Social Media: Questions the Board Should Ask Management

Published by

Kimberly Simpson

Global marketing officer Karin Timpone recently participated in the NACD Capital Area Chapter’s season kick-off program on social media. Timpone, who leads the integrated global marketing and consumer relationship management strategy for Marriott International, suggests that in the long term, boards must consider the broader impact of companies like Facebook, with its two billion users, and Amazon.com, with an estimated number of customers at well over 200 million, having digital empires with deep customer data. “Consider how your company will fit into the new digital world order,” said Timpone.

In the meantime, boards should be asking the right question about the status of current efforts in the digital realm.
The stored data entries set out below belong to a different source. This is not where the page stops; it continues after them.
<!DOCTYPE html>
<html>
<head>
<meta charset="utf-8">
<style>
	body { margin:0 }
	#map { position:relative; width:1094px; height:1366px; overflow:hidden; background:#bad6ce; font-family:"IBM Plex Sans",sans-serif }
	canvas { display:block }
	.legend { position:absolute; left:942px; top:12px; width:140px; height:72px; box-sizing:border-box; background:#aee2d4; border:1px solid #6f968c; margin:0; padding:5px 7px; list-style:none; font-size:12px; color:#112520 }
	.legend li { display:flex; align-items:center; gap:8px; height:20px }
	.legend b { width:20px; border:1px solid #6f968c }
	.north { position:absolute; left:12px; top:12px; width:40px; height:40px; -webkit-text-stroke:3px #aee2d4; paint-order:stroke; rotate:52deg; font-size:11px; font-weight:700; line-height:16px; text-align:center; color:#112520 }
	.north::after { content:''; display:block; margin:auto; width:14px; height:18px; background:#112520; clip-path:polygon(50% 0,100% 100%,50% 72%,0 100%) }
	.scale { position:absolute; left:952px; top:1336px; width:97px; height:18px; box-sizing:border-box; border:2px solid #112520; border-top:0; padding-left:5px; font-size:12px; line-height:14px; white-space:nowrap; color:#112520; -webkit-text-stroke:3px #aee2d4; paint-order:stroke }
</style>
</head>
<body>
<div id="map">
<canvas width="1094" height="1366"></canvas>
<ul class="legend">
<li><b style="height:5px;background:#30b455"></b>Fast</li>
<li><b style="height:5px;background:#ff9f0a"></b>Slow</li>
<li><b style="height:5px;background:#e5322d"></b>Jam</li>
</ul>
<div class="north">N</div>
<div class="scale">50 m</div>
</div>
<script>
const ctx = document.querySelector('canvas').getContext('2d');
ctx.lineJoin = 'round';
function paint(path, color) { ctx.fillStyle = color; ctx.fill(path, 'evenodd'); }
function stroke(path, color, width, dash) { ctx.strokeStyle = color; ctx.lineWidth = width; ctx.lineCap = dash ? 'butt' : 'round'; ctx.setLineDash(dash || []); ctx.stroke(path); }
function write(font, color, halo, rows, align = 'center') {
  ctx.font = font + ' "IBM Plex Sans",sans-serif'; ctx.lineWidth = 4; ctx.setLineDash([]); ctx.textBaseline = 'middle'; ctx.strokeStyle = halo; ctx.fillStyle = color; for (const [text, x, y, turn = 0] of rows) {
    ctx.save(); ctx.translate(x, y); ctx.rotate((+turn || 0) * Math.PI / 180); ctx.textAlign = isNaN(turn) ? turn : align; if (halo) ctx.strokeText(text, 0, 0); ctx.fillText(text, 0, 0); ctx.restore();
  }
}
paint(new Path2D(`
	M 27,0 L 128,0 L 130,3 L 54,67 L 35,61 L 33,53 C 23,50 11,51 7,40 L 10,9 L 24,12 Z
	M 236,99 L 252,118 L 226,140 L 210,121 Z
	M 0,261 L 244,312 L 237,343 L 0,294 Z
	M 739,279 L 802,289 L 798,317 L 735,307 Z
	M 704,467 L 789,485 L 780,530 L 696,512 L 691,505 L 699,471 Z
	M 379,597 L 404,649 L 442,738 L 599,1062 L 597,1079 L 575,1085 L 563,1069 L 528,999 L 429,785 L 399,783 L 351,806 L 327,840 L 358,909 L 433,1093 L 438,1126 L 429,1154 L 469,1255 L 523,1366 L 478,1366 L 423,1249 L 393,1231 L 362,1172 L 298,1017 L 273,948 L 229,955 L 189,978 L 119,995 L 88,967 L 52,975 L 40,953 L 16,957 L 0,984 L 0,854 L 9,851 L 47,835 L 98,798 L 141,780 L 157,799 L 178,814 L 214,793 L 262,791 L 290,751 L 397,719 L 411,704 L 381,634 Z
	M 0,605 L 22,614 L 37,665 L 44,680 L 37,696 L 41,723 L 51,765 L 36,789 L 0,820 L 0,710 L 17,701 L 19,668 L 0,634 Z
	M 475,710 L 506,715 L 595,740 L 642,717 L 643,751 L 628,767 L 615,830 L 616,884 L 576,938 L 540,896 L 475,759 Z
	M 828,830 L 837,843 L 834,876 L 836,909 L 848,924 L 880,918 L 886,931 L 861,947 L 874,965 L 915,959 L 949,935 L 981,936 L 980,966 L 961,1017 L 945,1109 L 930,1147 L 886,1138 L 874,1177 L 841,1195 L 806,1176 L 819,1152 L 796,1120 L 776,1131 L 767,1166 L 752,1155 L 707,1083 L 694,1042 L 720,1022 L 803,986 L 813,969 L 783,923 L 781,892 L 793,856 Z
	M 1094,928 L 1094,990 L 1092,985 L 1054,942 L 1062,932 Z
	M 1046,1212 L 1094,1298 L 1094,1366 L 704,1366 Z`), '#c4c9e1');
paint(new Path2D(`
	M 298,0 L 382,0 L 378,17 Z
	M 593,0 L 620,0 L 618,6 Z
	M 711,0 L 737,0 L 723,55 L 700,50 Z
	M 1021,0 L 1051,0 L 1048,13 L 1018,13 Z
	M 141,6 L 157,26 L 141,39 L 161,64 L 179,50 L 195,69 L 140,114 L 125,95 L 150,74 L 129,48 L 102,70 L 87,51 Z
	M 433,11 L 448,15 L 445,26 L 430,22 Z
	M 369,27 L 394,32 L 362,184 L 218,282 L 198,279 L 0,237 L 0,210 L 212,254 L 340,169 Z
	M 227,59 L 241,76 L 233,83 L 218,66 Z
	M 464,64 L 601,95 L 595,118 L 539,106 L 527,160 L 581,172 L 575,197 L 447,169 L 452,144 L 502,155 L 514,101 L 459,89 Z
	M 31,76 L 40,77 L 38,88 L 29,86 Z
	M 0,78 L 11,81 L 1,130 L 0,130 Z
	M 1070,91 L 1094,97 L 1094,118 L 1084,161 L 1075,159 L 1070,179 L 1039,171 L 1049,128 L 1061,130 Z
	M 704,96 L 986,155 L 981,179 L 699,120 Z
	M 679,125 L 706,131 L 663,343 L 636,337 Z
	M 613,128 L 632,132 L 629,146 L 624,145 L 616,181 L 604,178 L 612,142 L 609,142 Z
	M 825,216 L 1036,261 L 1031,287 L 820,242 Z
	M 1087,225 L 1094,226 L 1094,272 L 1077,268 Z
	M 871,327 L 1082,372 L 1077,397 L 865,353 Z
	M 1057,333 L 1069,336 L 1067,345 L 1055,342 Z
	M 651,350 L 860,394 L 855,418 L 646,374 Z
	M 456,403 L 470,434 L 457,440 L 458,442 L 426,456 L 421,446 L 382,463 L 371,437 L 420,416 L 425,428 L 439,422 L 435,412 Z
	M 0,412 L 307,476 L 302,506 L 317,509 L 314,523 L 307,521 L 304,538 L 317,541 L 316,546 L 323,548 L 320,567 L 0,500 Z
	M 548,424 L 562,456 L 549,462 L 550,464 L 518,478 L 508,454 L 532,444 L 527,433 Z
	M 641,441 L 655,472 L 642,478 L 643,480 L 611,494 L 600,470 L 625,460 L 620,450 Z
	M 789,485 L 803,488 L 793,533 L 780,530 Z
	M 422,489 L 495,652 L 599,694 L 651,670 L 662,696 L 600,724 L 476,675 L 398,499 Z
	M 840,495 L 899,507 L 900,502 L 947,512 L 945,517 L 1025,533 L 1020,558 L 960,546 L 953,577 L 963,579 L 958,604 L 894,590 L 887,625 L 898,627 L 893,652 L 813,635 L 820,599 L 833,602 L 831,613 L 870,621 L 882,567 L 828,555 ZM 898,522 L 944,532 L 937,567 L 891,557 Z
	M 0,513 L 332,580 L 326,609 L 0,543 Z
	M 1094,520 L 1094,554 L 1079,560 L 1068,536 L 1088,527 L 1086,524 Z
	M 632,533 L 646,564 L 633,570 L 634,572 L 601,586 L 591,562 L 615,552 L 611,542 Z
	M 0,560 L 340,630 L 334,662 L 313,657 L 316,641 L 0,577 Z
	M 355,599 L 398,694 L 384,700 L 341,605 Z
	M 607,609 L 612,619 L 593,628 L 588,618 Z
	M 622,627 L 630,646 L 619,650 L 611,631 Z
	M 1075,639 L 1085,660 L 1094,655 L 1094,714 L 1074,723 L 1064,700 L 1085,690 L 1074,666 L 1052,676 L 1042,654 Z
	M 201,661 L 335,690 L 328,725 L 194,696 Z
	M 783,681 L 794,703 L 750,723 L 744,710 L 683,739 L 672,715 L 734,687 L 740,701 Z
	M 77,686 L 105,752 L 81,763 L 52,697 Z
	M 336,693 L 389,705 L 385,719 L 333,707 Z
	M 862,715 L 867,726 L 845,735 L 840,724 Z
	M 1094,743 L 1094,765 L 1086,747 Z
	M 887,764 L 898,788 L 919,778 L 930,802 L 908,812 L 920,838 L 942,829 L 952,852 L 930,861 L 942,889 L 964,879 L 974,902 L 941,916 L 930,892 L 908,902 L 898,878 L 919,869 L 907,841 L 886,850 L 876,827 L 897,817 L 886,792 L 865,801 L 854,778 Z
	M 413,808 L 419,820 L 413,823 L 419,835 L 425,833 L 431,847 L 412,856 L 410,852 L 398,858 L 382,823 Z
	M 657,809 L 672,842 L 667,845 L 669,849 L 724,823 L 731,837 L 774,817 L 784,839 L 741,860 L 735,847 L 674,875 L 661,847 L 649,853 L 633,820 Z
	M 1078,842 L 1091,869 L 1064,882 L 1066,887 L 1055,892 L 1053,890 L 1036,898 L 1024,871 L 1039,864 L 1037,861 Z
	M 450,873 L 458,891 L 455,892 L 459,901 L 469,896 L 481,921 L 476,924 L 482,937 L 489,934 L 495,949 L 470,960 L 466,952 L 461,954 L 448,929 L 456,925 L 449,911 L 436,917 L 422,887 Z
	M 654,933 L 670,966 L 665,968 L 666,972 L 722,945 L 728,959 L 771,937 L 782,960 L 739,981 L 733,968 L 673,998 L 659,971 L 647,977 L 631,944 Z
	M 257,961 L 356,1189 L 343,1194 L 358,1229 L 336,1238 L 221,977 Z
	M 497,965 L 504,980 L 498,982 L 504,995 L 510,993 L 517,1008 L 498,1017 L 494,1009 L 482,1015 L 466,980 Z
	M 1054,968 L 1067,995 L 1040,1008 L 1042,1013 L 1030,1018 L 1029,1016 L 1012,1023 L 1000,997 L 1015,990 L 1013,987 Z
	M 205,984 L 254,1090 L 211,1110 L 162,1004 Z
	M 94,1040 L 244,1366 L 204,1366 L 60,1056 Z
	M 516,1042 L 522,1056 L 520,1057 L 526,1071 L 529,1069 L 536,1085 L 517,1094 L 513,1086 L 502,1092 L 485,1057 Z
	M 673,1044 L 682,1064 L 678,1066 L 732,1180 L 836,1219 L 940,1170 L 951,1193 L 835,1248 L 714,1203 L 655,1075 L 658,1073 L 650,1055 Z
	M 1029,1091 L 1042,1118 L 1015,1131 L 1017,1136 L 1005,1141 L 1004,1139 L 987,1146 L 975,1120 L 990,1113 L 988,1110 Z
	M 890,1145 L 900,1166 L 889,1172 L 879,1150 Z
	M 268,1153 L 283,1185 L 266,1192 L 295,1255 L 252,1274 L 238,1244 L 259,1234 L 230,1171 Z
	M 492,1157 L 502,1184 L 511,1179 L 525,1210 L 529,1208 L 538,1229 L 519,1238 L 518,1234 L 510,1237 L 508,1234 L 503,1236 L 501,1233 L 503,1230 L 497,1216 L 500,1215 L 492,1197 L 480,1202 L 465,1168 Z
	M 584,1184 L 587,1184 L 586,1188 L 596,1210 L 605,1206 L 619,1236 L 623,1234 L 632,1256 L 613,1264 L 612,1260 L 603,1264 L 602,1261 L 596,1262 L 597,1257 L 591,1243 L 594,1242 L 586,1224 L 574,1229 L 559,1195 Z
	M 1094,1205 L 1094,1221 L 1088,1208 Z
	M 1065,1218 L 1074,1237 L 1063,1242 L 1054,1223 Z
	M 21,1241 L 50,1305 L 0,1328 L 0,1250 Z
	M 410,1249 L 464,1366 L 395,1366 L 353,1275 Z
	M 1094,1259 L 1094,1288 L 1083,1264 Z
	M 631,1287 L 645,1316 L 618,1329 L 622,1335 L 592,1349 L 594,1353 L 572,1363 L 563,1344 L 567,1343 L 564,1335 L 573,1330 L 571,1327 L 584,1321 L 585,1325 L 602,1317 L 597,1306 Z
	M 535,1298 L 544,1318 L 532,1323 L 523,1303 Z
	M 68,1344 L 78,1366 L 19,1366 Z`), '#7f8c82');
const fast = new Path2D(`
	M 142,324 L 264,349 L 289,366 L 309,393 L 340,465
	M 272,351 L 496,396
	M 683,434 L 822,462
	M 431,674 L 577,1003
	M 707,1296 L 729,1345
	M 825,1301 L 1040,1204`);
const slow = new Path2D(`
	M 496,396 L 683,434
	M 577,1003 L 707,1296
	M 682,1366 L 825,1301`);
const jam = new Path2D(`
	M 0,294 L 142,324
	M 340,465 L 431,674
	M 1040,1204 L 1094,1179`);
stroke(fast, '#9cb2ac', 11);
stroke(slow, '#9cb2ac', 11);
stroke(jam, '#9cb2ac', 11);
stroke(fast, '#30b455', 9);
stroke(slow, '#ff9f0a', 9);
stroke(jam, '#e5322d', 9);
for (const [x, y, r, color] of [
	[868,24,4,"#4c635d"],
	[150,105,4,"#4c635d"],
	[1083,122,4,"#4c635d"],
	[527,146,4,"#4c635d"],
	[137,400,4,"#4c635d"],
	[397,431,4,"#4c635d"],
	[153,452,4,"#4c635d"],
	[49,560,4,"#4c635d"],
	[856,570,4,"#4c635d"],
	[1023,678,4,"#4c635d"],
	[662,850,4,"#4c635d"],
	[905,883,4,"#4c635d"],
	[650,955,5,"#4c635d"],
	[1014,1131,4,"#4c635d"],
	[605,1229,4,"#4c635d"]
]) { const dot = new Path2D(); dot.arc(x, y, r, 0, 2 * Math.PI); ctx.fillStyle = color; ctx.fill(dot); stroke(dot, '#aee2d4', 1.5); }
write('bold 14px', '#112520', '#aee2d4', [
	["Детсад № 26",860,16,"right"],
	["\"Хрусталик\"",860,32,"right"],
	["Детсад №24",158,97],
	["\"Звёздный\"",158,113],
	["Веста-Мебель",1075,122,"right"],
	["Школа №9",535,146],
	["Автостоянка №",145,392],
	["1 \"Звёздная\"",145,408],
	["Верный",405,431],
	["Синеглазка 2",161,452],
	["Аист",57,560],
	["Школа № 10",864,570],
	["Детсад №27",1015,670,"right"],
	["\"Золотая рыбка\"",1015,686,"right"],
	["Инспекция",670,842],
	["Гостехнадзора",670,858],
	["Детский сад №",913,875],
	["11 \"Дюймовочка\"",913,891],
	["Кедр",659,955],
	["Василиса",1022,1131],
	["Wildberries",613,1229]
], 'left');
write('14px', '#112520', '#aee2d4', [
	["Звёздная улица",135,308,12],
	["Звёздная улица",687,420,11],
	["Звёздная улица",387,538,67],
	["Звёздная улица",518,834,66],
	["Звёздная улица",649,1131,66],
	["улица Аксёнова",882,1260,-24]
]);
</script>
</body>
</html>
Specifically, Timpone recommends that they ask five key questions:

1. What is the company’s content strategy?

Social media has disrupted business as we know it. “The upside of this disruption is the opportunity to have a two-way conversation with your audience,” said Timpone. “You can also amplify your marketing efforts, allowing the social graph to carry your message.” However, the downside is that a company cannot expect its messages to follow a company calendar. Instead, the company has to be constantly vigilant about being a part of the conversation.

The board should be informed about what the company is planning to talk about, why, and with what voice. Also, ask about the media mix—that is, what has modeling shown in terms of where money should be spent? Is “brand safety” (where the brand appears and what is near it) being considered?

2. How are crisis management and customer care intersecting in the social world?

Timpone emphasizes the need for processes in social media crisis management. “The board should know how crisis management and customer care intersect,” she said. “Social media should be governed in a multi-faceted way; it’s part of an ecosystem that has the customer at the center.”

Marriott has set up newsrooms around the world in order to stay abreast of news and social media. “We have to make sure we aren’t publishing something that is tone deaf and that we are dialing up our communication when needed.” Software helps power these newsrooms, using geofencing technology to pick up company-related tweets, for example.

3. How do employees fit into the company’s social strategy?

Companies must have clear policies about employees’ use of social media. Timpone said, “Be clear whether it’s a person’s job to post on social medial for the company.” Also, human resources departments—along with other key stakeholders—should be part of management’s internal communications governance group.

4. Is the company keeping up with quickly changing technology?

The risk of not keeping up with the latest technologies must be mitigated. For example, Facebook is now emphasizing video and live features. “The social media program metrics have to change with the technology,” said Timpone.

5. What are the business outcomes of the social media strategy and how is the program being measured?

Metrics for a social media strategy may be counterintuitive compared to traditional media. For example, not doing anything can sometimes have more impact than doing something. In one instance, a company got extensive press and positive social media results for not buying a Super Bowl advertisement. Whatever the company’s strategy, “the board should ask about the program’s key performance indicators,” said Timpone. “What is measured gets done.”

NACD Capital Area would like to thank sponsor WilmerHale for hosting the program and Timpone’s fellow panelist, William Bethune, for also sharing his views.

Kimberly Simpson is an NACD regional director, providing strategic support to NACD chapters in the Capital Area, Atlanta, Florida, the Carolinas, North Texas and the Research Triangle. Simpson, a former general counsel, was a U.S. Marshall Memorial Fellow to Europe in 2005.

 

 

1 Comment

  • Great blog by Kimberly on what board should concern about Social media and ask management. Though Kimberly has touched on key aspects on board’s governance process regarding social media, I wanted to give my perspectives on social media governance by BoD.

    Social media supported by company (e.g Facebook page, twitter etc) is often a two sided sword – a necessary evil. Any positive comments and company’s reaction is far less important than managing critical comments expressed on the company’s products, services (customer service or lack of etc) on the social media. Board needs to know what management’s game plan are to react, mitigate incl. legal measures and/or providing compensatory efforts by PR of the company. Clear yardsticks need to be given by executive management duly approved by BOD ;this is likely to give comfort to the company’s shareholders, BOD, employees that the operational team will act properly given a very quick reactionary time available, to respond to social media’s comments, criticisms and accusations.

    In my opinion, BOD and management have to recognize that all known types of social media reactions cannot always be planned well in advance and new ones need to tackled properly at appropriate level – first putting the management in the affected customer’s shoes and taking a honest, appropriate and often responsible actions. This is the only way, a company can go beyond the normal PR, and provide itself an opportunity to come across as the most cultured, revered and well followed company.

    Finally, BOD should get a clear expectations from executive management on some popular social media measures (advt on Super Bowl) – well received, moderate, failure etc and what counter measures the management will take in each of these scenarios. This is one way BOD can ensure management has taken a comprehensive approach on social media and ensure the positive image of the company will be well protected.

    Thanks Kimberly. Great Read. Hope some of my comments compliment your thoughts on social media governance.